American baseball player (born 1985)

Christian J. Garcia (born August 24, 1985) is an American former professional baseball pitcher. Garcia pitched for the Washington Nationals of Major League Baseball in 2012.

==Early life==
Garcia attended Gulliver Preparatory School in Coral Gables, Florida. He played for the school's baseball team as a catcher and committed to attend the University of South Carolina on a baseball scholarship, intending to play for the South Carolina Gamecocks. He was a switch-hitting catcher as well as pitcher.

==Professional career==
===New York Yankees===
The New York Yankees drafted Garcia in the third round, with the 99th overall selection, of the 2004 Major League Baseball draft, and he made his professional debut in the Rookie-level Gulf Coast League (GCL) with the GCL Yankees.

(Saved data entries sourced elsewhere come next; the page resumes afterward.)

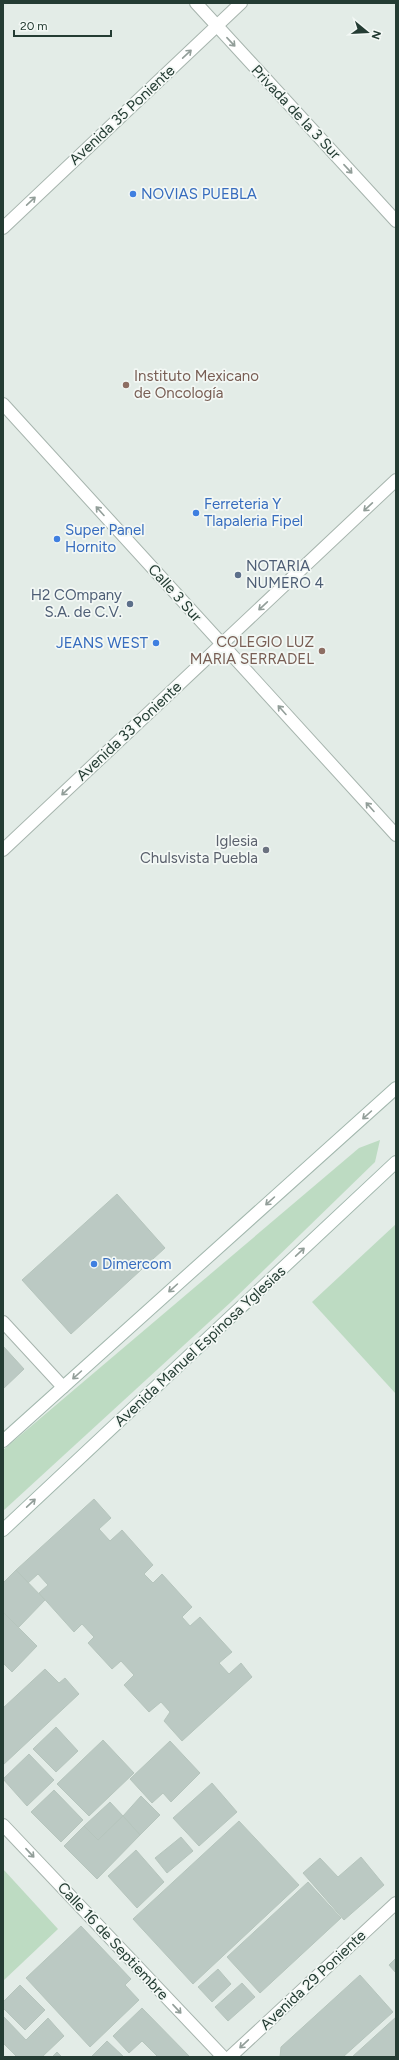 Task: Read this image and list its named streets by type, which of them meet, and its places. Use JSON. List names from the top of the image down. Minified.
{"streets":{"street":["Privada de la 3 Sur","Avenida 35 Poniente","Calle 3 Sur","Avenida 33 Poniente","Avenida Manuel Espinosa Yglesias","Calle 16 de Septiembre","Avenida 29 Poniente"]},"crossings":[["Privada de la 3 Sur","Avenida 35 Poniente"],["Calle 3 Sur","Avenida 33 Poniente"]],"one_way":["Privada de la 3 Sur","Avenida 35 Poniente","Calle 3 Sur","Avenida 33 Poniente","Calle 16 de Septiembre","Avenida 29 Poniente"],"places":["NOVIAS PUEBLA","Instituto Mexicano de Oncología","Ferreteria Y Tlapaleria Fipel","Super Panel Hornito","NOTARIA NUMERO 4","H2 COmpany S.A. de C.V.","JEANS WEST","COLEGIO LUZ MARIA SERRADEL","Iglesia Chulsvista Puebla","Dimercom"],"scale_bar":"20 m","north":"right"} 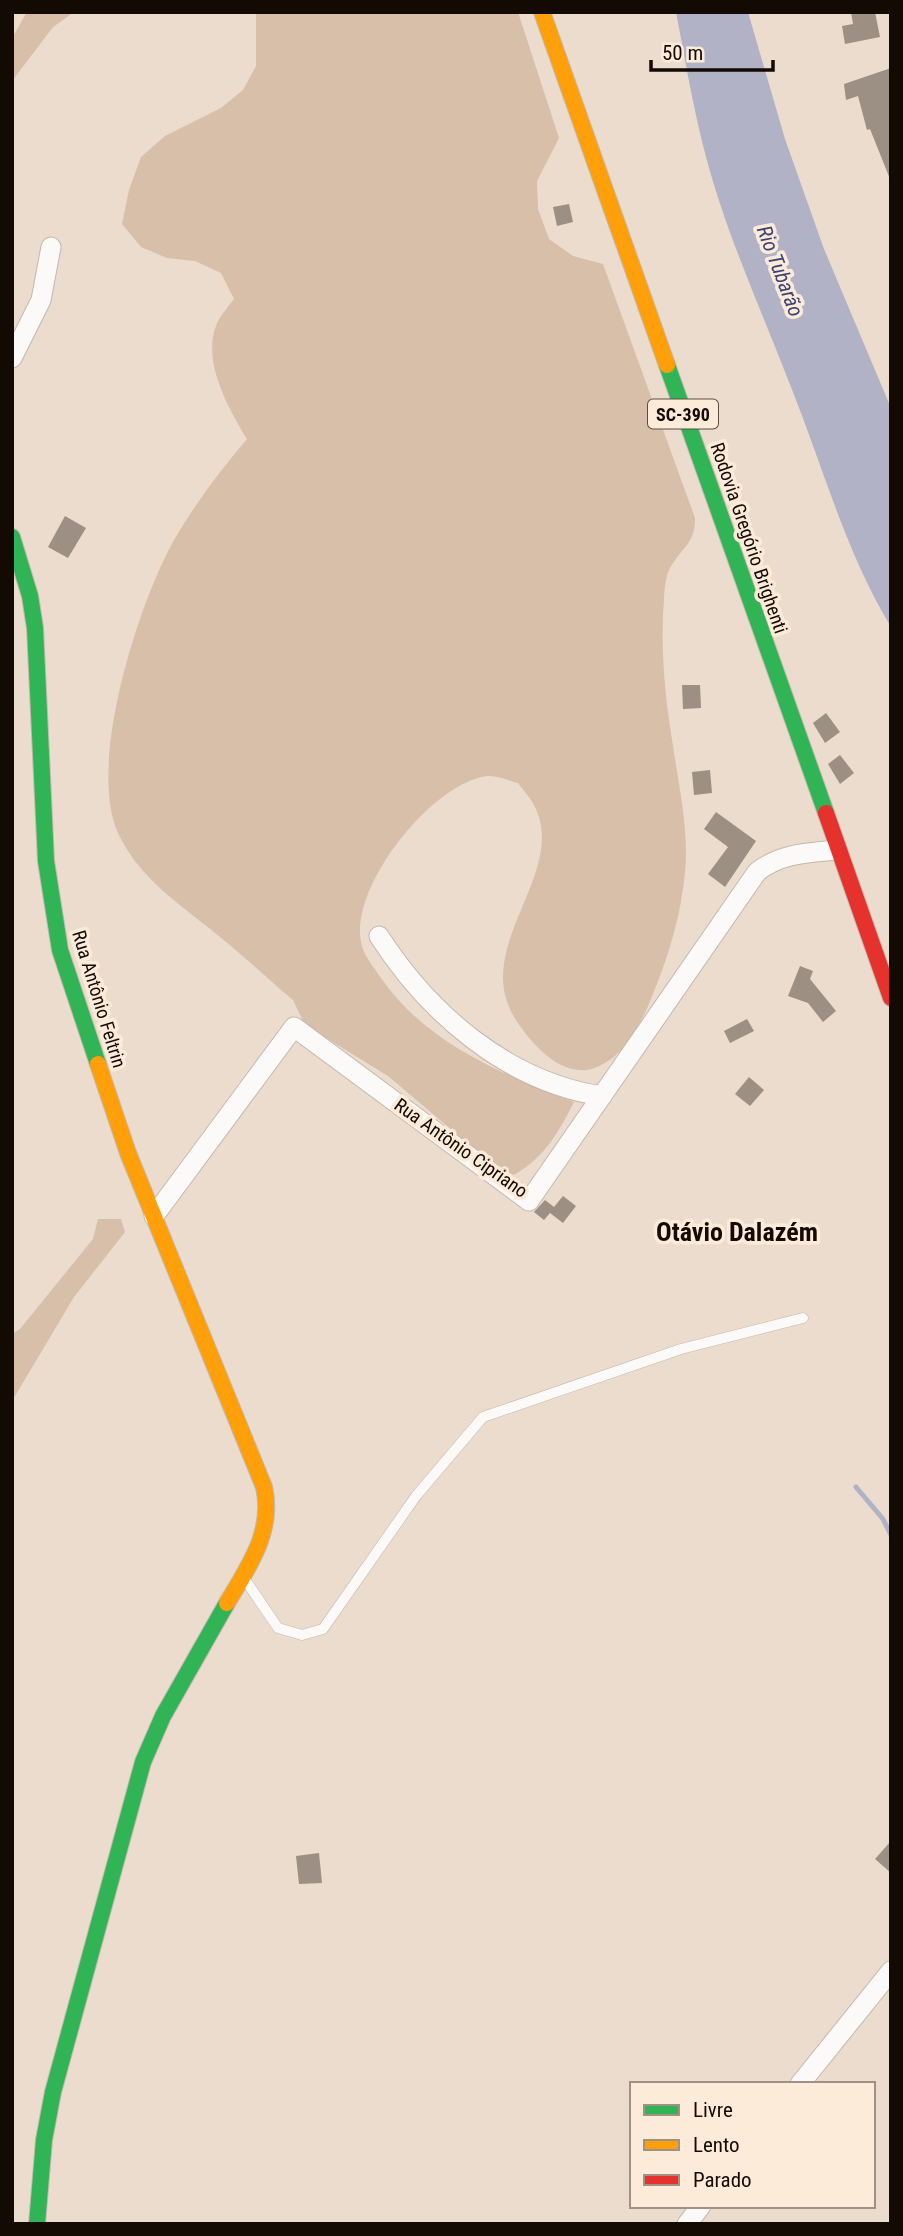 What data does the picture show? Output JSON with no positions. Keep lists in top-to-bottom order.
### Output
{
  "streets": {
    "street": [
      "SC-390",
      "Rodovia Gregório Brighenti",
      "Rua Antônio Feltrin",
      "Rua Antônio Cipriano"
    ]
  },
  "crossings": [
    ["Rodovia Gregório Brighenti", "Rua Antônio Cipriano"],
    ["Rua Antônio Feltrin", "Rua Antônio Cipriano"]
  ],
  "districts": ["Otávio Dalazém"],
  "water": ["Rio Tubarão"],
  "legend": ["Livre", "Lento", "Parado"],
  "scale_bar": "50 m"
}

One of the top prospects in the GCL in 2004, Garcia was promoted to the Charleston RiverDogs of the Single–A South Atlantic League in 2005. After returning to Charleston in 2006, the Yankees assigned him to the West Oahu CaneFires of the Arizona Fall League after the 2006 season.

Garcia experienced a torn ulnar collateral ligament (UCL) in his right elbow, which required Tommy John surgery in 2007. After missing the entire 2007 season, Garcia pitched to a 4–4 win–loss record and a 4.33 earned run average (ERA) with 74 strikeouts in 62 1/3 innings pitched between the GCL Yankees, Tampa Yankees of the High–A Florida State League, and Trenton Thunder of Double–A Eastern League in 2008.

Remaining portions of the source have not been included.